[WHAT TO WORK ON]
Could you return every line of the records below that contains the word "from"?

[GIVEN DATA]
++++

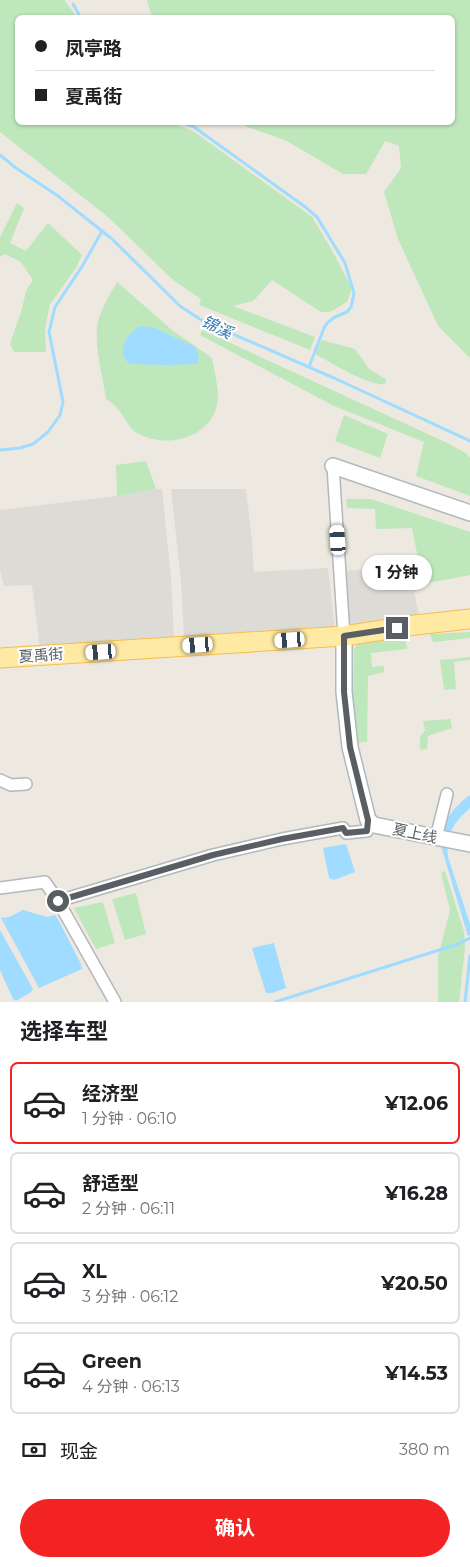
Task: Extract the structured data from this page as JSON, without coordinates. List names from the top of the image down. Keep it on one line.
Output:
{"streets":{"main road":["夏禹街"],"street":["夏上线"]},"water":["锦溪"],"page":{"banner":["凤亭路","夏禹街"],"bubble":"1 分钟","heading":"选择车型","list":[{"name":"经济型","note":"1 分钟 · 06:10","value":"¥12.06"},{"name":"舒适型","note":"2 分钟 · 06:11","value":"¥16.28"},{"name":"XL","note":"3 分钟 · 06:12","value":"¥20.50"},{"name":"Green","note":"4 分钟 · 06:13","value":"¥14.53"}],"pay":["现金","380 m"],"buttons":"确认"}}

++++

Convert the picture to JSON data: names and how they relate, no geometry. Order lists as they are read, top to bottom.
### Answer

++++

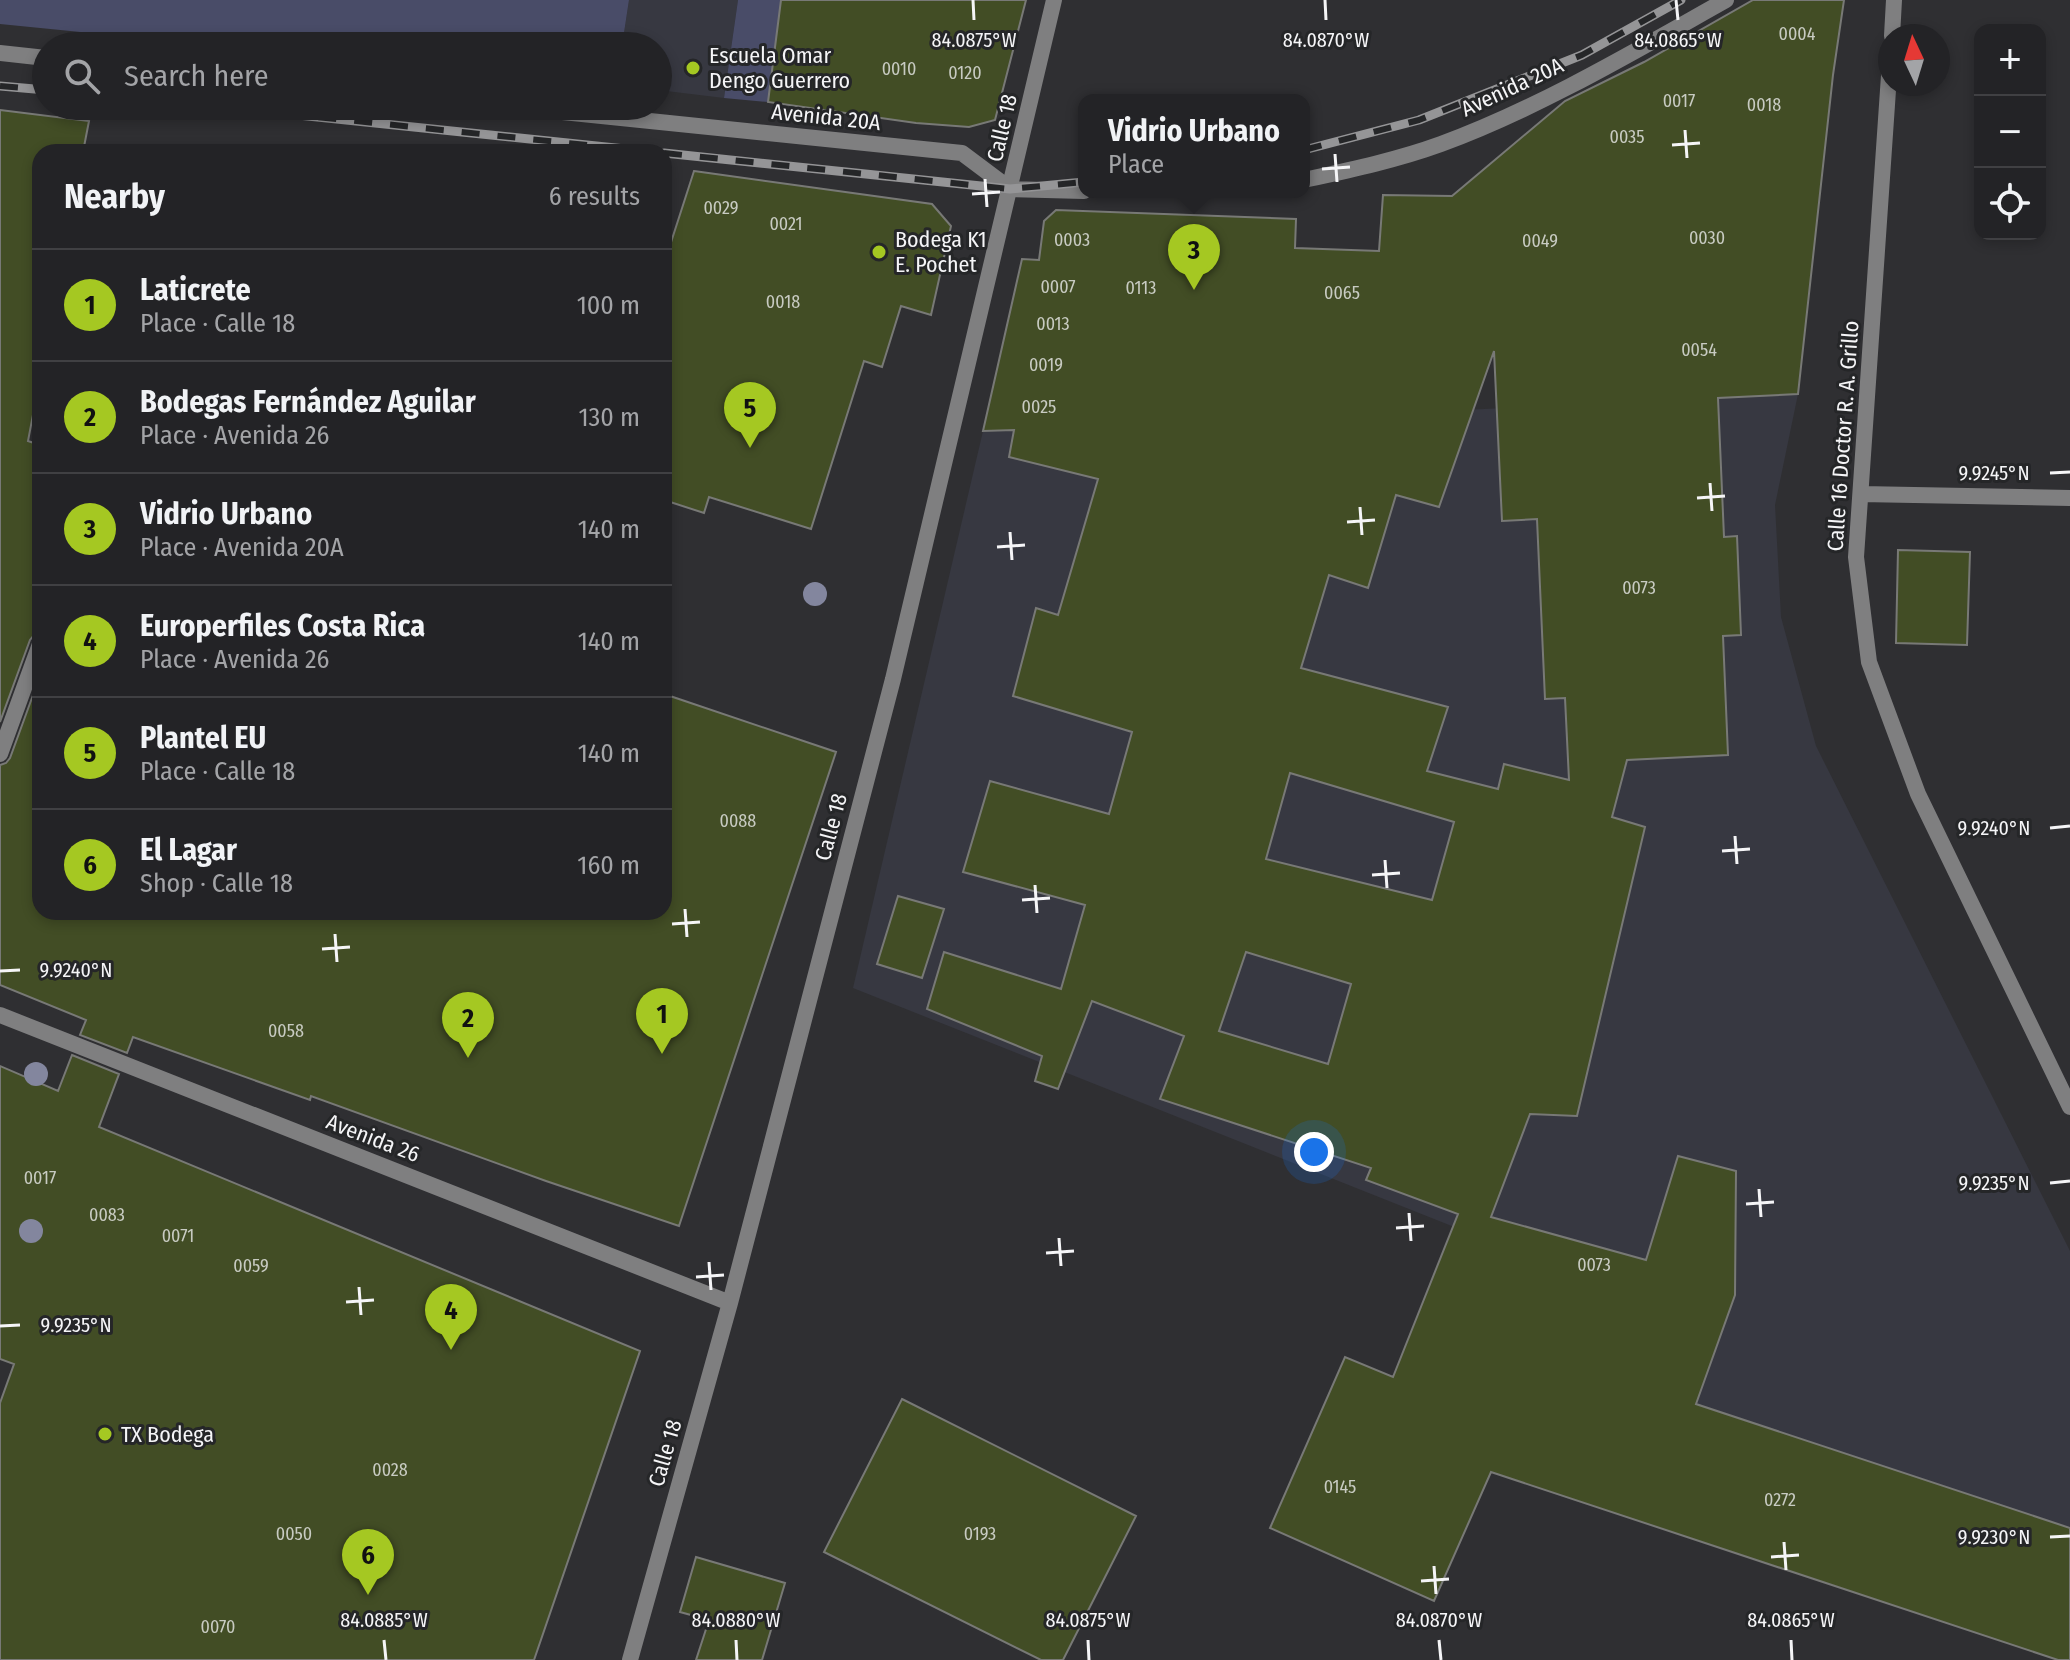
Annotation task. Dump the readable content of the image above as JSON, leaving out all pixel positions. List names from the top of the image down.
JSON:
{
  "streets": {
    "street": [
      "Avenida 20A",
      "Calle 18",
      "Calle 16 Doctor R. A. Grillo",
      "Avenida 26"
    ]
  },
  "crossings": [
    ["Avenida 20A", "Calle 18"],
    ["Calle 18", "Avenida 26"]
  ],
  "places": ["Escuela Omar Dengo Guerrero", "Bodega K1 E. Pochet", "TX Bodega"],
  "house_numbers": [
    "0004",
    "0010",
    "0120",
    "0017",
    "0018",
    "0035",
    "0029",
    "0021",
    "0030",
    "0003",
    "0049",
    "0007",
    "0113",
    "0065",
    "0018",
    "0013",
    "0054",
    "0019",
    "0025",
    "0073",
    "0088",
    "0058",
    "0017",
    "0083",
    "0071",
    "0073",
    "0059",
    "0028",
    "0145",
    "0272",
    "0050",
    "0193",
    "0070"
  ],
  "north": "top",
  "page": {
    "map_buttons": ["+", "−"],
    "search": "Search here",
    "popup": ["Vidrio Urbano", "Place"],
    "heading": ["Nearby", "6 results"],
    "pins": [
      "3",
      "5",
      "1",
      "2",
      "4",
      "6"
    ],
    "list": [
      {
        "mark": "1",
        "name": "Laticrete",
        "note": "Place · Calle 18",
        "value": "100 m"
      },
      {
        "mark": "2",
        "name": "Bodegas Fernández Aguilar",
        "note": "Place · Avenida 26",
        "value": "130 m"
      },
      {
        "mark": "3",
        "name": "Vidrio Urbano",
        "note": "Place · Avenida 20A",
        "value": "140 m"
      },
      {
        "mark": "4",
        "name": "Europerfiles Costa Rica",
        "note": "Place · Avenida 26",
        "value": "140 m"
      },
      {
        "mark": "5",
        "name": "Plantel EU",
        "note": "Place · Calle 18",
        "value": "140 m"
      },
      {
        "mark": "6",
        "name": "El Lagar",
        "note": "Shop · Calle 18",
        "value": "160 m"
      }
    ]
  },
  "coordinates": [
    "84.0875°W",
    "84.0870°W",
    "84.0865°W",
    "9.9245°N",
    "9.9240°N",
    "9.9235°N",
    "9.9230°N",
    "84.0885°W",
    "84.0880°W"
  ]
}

++++

[EXERCISE OUTPUT]
Task: Extract the structured data from this page as JSON, without coordinates. List names from the top of the image down. Keep it on one line.
Annotation task. Dump the readable content of the image above as JSON, leaving out all pixel positions. List names from the top of the image down.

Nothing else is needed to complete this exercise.